:: Aim of the exercise ::
The lines of the records that include "canvas" should all be copied.
# # #
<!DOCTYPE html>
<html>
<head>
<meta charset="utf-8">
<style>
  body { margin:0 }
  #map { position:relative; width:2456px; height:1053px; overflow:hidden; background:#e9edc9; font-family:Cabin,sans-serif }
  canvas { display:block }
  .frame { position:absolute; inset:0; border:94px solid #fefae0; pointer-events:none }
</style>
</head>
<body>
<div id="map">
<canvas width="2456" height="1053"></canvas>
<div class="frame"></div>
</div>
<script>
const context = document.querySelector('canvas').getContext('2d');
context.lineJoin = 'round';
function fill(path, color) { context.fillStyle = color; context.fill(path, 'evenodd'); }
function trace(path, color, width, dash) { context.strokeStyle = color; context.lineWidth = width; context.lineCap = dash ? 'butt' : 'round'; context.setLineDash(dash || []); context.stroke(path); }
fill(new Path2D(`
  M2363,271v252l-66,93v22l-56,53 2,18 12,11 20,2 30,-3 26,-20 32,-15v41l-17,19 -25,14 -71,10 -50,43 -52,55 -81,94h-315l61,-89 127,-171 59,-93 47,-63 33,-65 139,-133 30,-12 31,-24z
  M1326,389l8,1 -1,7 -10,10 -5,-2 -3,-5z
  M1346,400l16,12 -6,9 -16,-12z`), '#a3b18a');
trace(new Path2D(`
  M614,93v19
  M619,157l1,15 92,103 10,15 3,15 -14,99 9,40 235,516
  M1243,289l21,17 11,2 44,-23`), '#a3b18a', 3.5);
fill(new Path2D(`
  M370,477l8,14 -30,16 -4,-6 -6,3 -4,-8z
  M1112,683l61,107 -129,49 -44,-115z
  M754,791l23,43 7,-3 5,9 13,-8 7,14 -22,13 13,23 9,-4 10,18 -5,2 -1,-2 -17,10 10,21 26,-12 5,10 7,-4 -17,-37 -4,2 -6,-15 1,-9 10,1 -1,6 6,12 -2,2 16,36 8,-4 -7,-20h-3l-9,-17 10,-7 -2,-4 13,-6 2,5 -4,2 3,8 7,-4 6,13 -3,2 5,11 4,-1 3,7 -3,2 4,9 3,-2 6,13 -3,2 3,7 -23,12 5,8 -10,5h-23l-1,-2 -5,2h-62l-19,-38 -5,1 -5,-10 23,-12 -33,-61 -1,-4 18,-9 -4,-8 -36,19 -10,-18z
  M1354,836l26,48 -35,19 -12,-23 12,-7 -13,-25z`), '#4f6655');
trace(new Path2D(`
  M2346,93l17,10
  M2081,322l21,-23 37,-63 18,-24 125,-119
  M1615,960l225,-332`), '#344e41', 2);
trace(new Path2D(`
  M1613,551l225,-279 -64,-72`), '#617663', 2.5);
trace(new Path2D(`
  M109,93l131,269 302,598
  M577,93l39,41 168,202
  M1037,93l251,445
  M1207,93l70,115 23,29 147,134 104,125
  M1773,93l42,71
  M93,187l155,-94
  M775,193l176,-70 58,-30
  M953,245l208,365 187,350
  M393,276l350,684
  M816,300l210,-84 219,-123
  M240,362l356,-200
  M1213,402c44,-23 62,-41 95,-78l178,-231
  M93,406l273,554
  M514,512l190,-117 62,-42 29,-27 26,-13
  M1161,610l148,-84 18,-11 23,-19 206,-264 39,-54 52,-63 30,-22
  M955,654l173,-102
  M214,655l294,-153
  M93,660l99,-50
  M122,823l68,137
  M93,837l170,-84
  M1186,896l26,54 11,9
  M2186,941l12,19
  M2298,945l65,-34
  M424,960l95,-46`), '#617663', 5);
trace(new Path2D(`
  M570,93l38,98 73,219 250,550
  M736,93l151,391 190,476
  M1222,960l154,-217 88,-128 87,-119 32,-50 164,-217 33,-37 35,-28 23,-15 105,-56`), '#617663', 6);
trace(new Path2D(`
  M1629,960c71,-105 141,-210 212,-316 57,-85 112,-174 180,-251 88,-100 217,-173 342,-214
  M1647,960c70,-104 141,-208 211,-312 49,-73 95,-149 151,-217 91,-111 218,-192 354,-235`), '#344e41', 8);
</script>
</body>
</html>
# # #
:: Result of the exercise ::
  canvas { display:block }
<canvas width="2456" height="1053"></canvas>
const context = document.querySelector('canvas').getContext('2d');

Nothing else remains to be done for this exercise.